Mrs Bradley looked at him in surprise. He grinned at her genially. Margery giggled. Felicity glowered. Jim Redsey picked a daisy and dropped it accurately into Aubrey Harringay’s open mouth, as the boy, lying almost full length, opened his lips to speak.

‘Then he returned to Wandles Parva,’ continued Mrs Bradley, ‘went into the house, and informed his daughter and the servant that he had absent-mindedly walked into the river. All unsuspecting’ – she glanced at Felicity, who sat straight-lipped and pale in her chair – ‘the two of them dried his clothes, prepared a hot bath for him, and believed implicitly the tale he told them.’

She turned to Felicity.

‘Dear child,’ she said, ‘would you rather I stopped?’

‘Good gracious, no,’ replied Felicity angrily. ‘I know it’s only a joke on your part. Of course, it sounds rather horrid to me,’ she added, chin in air.

‘Of course it does,’ said Mrs Bradley decidedly. ‘I won’t go on. It isn’t really funny.’

‘But I want to hear the rest,’ the vicar remarked. ‘You had better go away, Felicity. Don’t spoil other people’s pleasure!’ And he chuckled lazily.

‘I’m glad you’re enjoying yourself,’ said Felicity furiously, and almost in tears. She rose hastily and ran into the house.

‘Go on, Mrs Bradley,’ said Aubrey. ‘Corpse in pig-sty. Vicar in bath. Rupert missing. What next?’

‘The next is where the rest of the circumstantial evidence comes in,’ said Mrs Bradley, with a sidelong glance at the vicar.

‘How do you mean?’ asked Aubrey Harringay. ‘Haven’t we heard it all? Oh, no. The butcher’s shop business.’

‘That doesn’t interest me very much,’ confessed Mrs Bradley. ‘You see, the young man who acts as Binks’s assistant belongs to the Boys’ Club in Bossbury which the vicar holds on third Mondays. Note the significance of these facts. First the day. What day in the week could be so convenient for the transportation of the corpse into Bossbury? Especially as Cleaver Wright often lent the vicar his car for the journey. He could have propped up Sethleigh’s body in the car and driven him into the market with the utmost ease. He could have stolen the key of the lock-up shop from Binks’s boy’s pocket when the lads were changing for their running practice. He is strong enough to perform the somewhat arduous task of dismembering the corpse –’

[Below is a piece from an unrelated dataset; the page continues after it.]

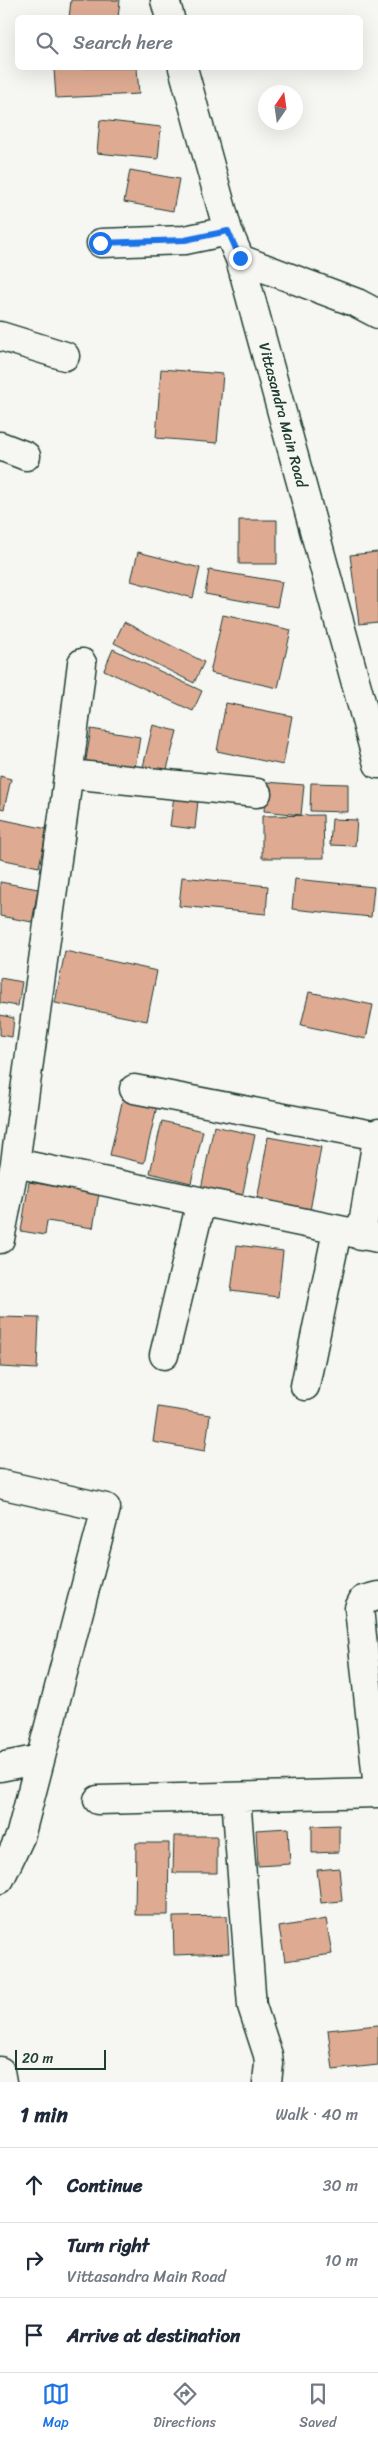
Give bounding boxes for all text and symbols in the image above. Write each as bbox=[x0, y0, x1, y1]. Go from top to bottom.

‘Good heavens!’ said the vicar blankly.

‘Lastly,’ said Mrs Bradley, ‘at this very instant he is in possession of a tobacco-case, beautifully wrought in silver, which was once the property of the murdered man!’

She turned implacably upon the astounded cleric.

‘I knew this passion of yours for secreting receptacles of all kinds about your person would get you into some ridiculous scrape one day,’ she said sternly. ‘Turn out your pockets!’

Mrs Bryce Harringay helped him. It did not take them long. Very sheepishly the vicar pulled out a small circular box with a hinged lid. It was about three inches in diameter, beautifully chased and engraved, and the engraving consisted of three letters intertwined in a maze of ornamental scroll-work, but perfectly distinguisable.

They were the initials of Rupert Sethleigh.